## ASSIGNMENT:
In the records below, how many lines hold the word "Boulevard"? Give only the number.

## INFORMATION SHOWN:
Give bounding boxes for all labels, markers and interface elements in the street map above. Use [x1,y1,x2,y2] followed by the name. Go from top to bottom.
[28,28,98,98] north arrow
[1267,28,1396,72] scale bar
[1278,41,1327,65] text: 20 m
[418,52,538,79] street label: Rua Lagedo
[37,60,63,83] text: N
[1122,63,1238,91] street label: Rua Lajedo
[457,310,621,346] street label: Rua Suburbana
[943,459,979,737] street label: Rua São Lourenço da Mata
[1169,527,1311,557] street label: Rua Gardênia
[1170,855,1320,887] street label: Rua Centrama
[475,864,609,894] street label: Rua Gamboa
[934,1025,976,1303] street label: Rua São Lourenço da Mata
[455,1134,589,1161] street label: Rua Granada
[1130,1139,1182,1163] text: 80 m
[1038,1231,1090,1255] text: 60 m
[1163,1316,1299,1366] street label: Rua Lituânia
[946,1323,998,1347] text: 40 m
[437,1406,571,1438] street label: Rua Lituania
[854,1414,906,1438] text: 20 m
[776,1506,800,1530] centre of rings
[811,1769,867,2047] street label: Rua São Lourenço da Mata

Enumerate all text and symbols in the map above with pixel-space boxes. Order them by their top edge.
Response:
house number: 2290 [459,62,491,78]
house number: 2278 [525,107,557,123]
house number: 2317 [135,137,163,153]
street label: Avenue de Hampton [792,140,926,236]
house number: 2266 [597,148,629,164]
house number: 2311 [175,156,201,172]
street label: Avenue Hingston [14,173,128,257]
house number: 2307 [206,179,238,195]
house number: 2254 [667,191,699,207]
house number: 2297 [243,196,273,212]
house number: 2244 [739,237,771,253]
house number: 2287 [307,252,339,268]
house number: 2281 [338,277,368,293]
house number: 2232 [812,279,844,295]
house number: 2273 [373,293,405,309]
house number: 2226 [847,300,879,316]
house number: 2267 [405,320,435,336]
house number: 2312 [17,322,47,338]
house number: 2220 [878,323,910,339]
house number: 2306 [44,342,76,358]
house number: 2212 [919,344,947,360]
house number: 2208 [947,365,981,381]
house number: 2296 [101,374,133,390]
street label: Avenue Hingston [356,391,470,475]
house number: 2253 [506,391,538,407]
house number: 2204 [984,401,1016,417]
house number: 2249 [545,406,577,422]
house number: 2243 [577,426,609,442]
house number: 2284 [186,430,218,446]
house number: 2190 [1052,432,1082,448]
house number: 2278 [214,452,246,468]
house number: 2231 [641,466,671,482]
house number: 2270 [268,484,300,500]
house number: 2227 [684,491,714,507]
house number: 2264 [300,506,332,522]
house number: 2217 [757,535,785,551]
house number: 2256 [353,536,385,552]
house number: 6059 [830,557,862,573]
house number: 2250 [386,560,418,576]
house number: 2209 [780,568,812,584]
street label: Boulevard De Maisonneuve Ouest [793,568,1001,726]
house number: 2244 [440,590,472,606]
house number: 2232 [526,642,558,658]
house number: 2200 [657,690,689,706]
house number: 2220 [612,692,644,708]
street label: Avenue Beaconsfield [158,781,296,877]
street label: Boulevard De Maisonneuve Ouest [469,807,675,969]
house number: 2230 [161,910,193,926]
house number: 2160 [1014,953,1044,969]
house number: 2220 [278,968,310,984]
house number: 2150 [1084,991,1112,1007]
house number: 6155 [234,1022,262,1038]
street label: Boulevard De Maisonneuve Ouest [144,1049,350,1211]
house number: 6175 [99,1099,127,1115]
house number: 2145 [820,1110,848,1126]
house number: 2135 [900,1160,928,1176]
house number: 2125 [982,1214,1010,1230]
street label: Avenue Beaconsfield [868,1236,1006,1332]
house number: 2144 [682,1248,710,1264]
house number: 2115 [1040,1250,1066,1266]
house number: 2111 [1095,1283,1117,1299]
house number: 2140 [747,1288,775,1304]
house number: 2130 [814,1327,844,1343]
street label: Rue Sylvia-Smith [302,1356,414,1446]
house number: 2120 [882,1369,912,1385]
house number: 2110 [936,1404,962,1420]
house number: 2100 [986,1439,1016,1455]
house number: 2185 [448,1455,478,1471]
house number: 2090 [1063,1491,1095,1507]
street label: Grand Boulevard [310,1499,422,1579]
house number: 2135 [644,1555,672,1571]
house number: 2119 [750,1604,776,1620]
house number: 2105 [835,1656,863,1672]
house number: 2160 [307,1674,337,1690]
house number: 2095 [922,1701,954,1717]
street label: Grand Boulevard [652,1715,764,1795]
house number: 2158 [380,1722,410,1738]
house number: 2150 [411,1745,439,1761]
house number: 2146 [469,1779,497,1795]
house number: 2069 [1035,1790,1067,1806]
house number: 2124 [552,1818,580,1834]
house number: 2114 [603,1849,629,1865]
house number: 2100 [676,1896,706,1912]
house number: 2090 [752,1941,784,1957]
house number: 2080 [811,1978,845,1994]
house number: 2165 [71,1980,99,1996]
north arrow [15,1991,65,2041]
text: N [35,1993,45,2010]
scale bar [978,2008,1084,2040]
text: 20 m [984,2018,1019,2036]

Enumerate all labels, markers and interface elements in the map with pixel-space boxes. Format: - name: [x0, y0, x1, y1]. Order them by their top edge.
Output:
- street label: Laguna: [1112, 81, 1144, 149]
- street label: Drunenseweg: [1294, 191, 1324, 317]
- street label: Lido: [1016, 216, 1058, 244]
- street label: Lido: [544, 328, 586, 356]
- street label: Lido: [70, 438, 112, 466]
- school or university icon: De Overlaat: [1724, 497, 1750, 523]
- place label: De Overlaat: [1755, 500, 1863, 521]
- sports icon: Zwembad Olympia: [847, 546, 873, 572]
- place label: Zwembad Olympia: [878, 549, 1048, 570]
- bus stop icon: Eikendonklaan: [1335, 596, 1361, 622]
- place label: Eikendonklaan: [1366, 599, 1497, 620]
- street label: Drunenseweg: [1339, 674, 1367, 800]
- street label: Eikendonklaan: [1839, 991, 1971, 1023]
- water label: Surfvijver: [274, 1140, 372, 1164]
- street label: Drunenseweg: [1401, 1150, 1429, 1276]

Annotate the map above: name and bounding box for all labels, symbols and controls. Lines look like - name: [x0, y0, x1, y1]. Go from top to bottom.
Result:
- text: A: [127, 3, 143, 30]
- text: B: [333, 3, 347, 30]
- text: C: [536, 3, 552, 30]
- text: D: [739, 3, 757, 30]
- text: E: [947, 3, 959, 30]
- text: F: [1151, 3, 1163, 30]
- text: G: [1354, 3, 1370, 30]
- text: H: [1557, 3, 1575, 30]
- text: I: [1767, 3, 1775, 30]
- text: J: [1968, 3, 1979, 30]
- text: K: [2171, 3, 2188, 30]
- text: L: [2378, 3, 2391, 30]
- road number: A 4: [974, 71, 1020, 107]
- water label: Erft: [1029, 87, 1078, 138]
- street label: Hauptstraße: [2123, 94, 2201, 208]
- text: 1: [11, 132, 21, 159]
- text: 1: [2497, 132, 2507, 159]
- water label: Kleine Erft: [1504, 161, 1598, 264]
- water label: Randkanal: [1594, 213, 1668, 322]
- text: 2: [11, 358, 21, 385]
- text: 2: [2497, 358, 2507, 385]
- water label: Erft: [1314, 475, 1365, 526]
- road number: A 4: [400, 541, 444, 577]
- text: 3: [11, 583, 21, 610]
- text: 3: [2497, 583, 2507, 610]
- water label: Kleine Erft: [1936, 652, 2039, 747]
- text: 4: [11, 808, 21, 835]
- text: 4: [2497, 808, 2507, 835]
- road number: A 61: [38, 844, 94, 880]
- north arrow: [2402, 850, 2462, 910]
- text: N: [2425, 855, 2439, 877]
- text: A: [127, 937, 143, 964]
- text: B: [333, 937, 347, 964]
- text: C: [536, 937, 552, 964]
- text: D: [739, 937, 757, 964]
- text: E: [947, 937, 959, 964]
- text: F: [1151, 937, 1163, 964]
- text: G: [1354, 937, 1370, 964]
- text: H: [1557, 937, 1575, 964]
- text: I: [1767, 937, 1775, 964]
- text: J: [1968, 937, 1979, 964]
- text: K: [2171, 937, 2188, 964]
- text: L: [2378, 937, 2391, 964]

## ANSWER BOX:
5